So, I figured this out and it is actually pretty easy, but I thought I would put it here just in case it is useful to anyone.
I realise that the original question did not cover why I wanted to do this. Essentially the tabix index is a (quick) window into the sort order of the vcf, whilst you have the contigs
section, this could have the incorrect sort order - and to generate the tabix index the file would have had to been iterated through, so on the assumption that the tabix index is current it should have the correct sort order.

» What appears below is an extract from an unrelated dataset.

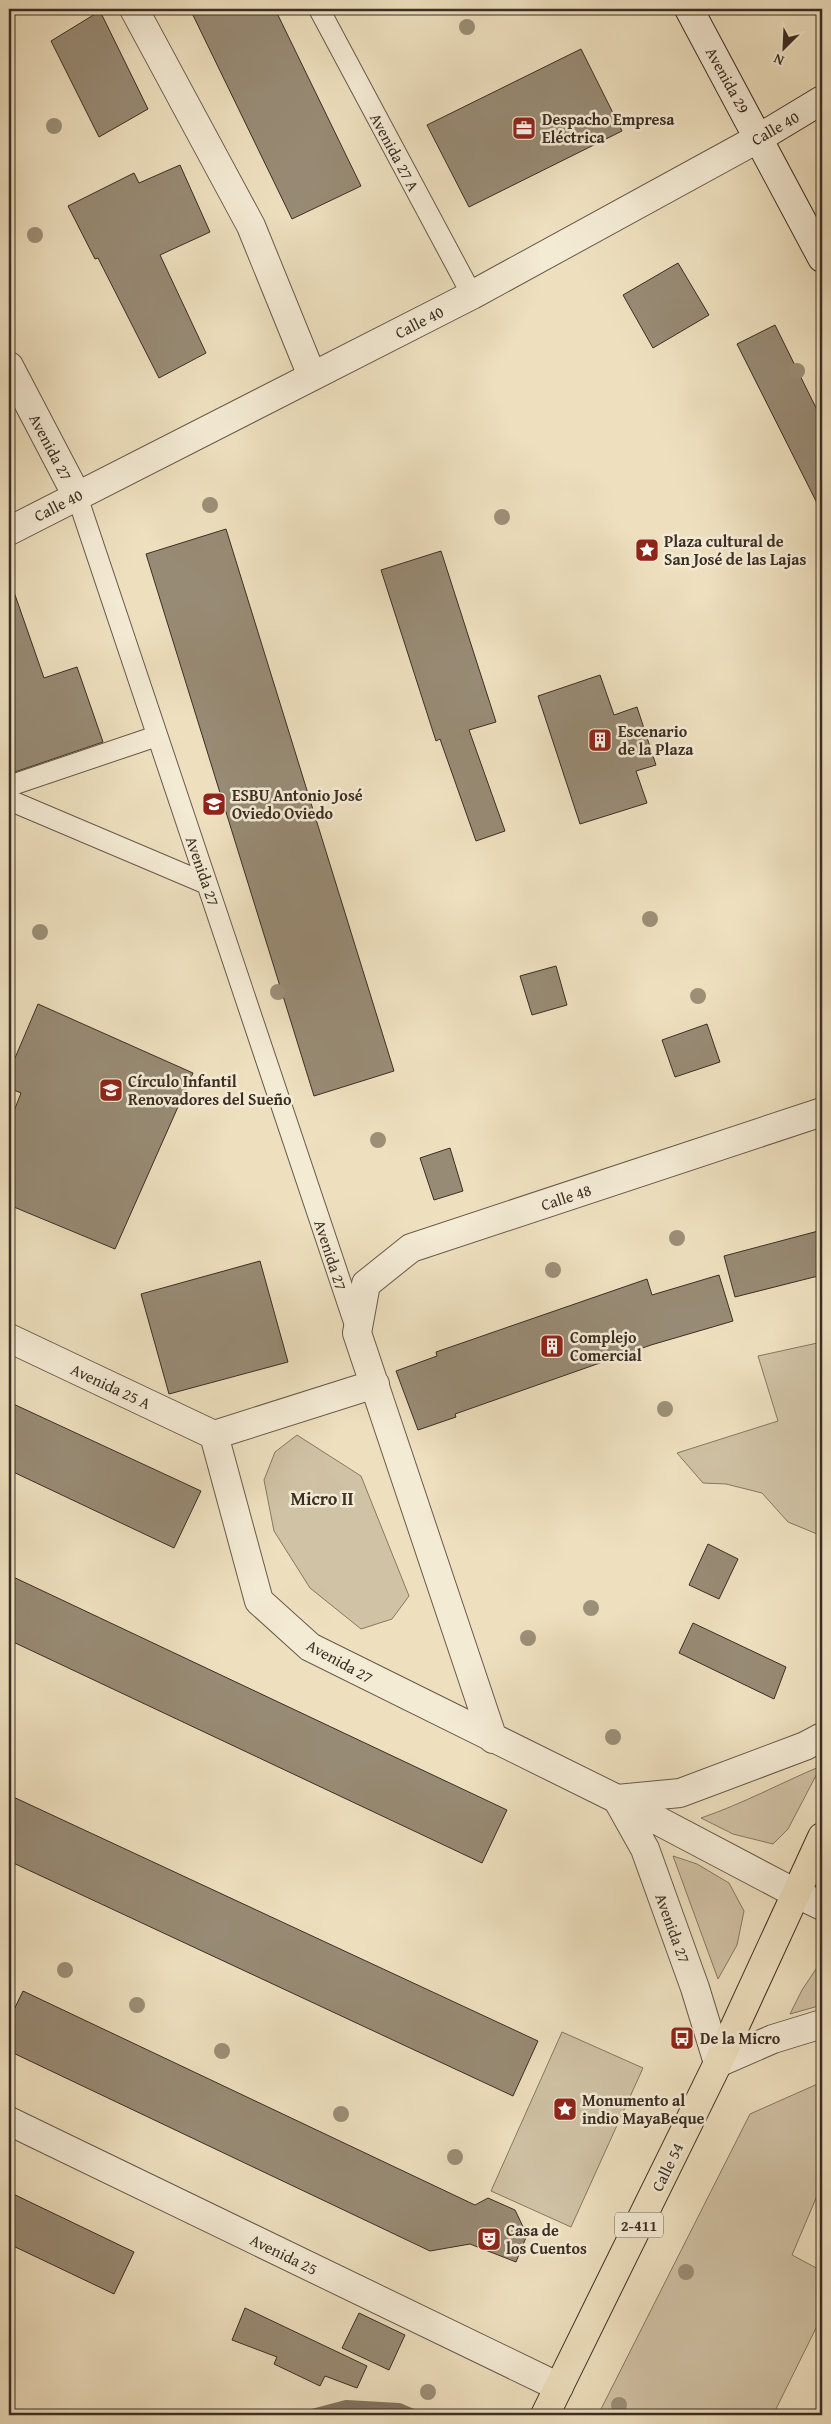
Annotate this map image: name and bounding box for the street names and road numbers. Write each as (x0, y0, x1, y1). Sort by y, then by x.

Anyway, to test, create a dummy vcf file called test.vcf
, this has a different sort order to the contig
section, and also has contig
entries in that section that are not represented in the body of the vcf.
##fileformat=VCFv4.2
##contig=<ID=1,length=248956422>
##contig=<ID=10,length=133797422>
##contig=<ID=11,length=135086622>
##contig=<ID=12,length=133275309>
##contig=<ID=13,length=114364328>
##contig=<ID=14,length=107043718>
##contig=<ID=15,length=101991189>
##contig=<ID=16,length=90338345>
##contig=<ID=17,length=83257441>
##contig=<ID=18,length=80373285>
##contig=<ID=19,length=58617616>
##contig=<ID=2,length=242193529>
##contig=<ID=20,length=64444167>
##contig=<ID=21,length=46709983>
##contig=<ID=22,length=50818468>
##contig=<ID=3,length=198295559>
##contig=<ID=4,length=190214555>
##contig=<ID=5,length=181538259>
##contig=<ID=6,length=170805979>
##contig=<ID=7,length=159345973>
##contig=<ID=8,length=145138636>
##contig=<ID=9,length=138394717>
##contig=<ID=X,length=156040895>
##contig=<ID=Y,length=57227415>
#CHROM POS ID REF ALT QUAL FILTER INFO
1 1000000 . T A . . .
2 2000000 . AAACAACAACAACAACAACAAC A . . .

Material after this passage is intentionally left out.